The proposal is the first set of guidelines ICANN has made public since it was formed four months ago. The US government last year appointed the organization to oversee accreditation of companies that want to distribute domain names. Since then, the group has been under heavy pressure from the Net community to come up with criterion for undoing the monopoly on domain-name registrations now exercised by one company, Network Solutions.
Although ICANN didn't propose anything that would put Network Solutions out of business, the Virginia company will see lots of competition if the proposal is adopted. Network Solution shares (NSOL) dropped US$23.63, or 12 percent, to $174.13.
The 30-page proposal touches on everything from maintaining a database of domain names to setting rules for new registrars. It isn't light reading, but ICANN's interim president and chief executive, Mike Roberts, expects the document will draw a lot of public scrutiny.
"As with all these efforts, they end up being bigger and more complicated by the time you finish them than when you start them," Roberts said. He'd like to see criticism kept "down to a dull roar," he said, but that likely won't be the case.

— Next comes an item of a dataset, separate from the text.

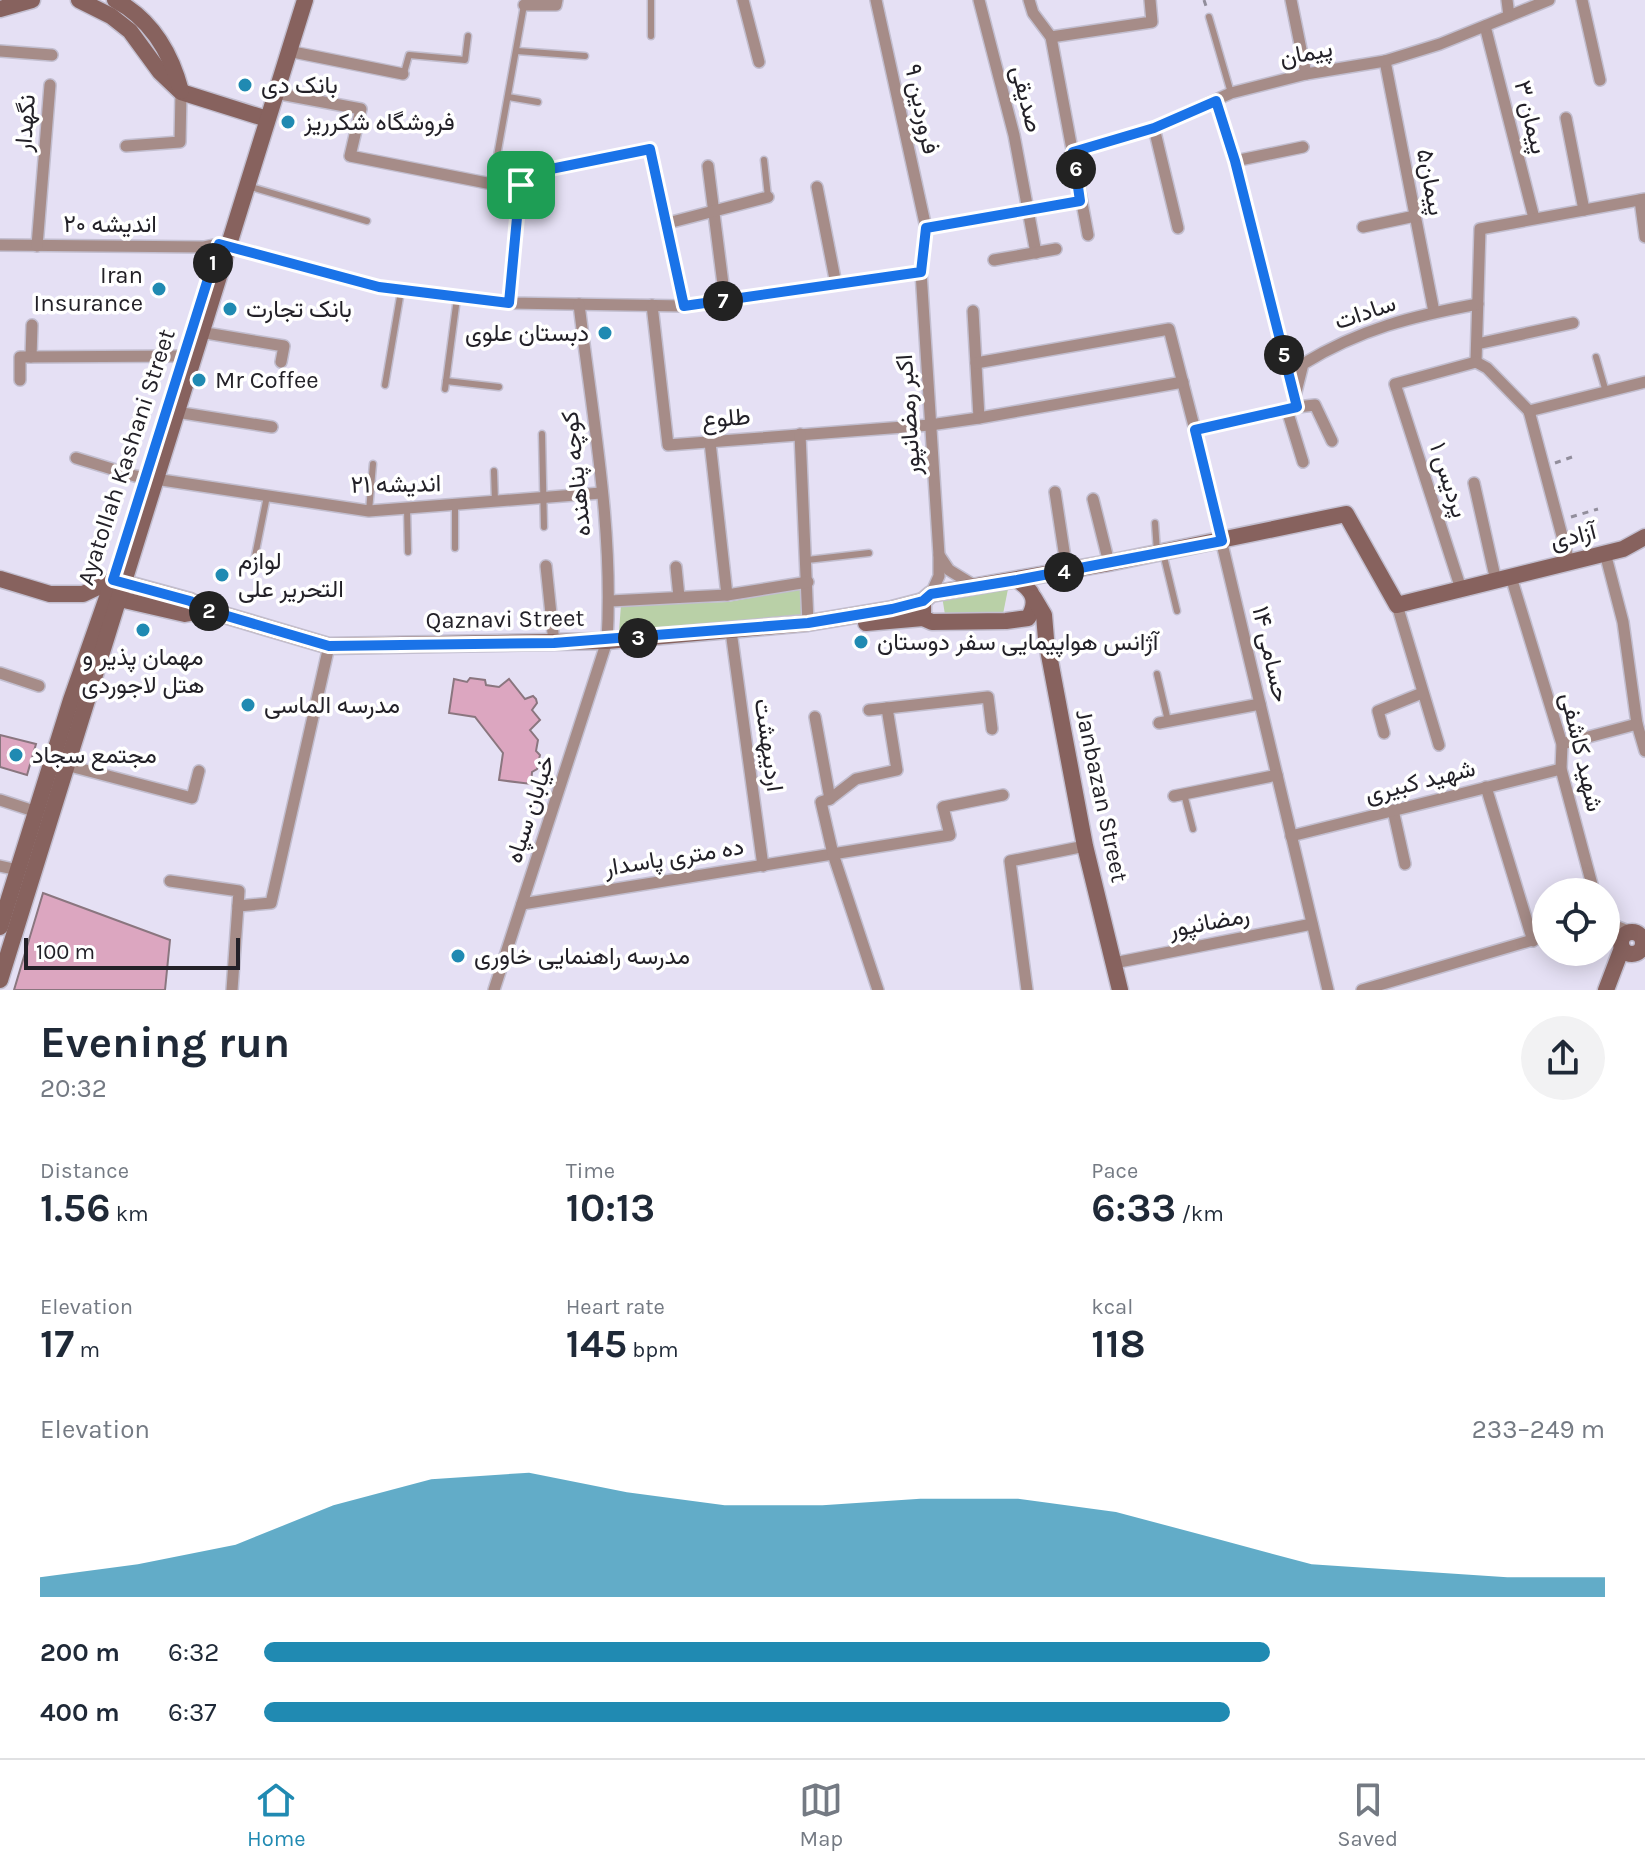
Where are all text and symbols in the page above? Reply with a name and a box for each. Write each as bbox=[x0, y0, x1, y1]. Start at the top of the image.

The core of ICANN's proposal focuses on splitting the domain-name registration business into two parts. The organization proposes that a central database of domains still be maintained by one company, most likely Network Solutions. The registration of new domains, however, will be open to competition by additional registrars. Currently, Network Solutions has a monopoly on both functions.
A large part of the proposal outlines how to accredit registrars. The group is proposing that registrars be allowed to operate for a year at a time, provide records of sites they register, and pay an annual accreditation fee.
The group didn't set price caps on domain-registration costs, however, saying such limits were left out "in the belief that those types of restrictions would hamper, rather than promote, competition."
The comment period on the proposed guidelines will last until 3 March, when ICANN's directors are slated to vote on registrar-accreditation requirements at their meeting in Singapore.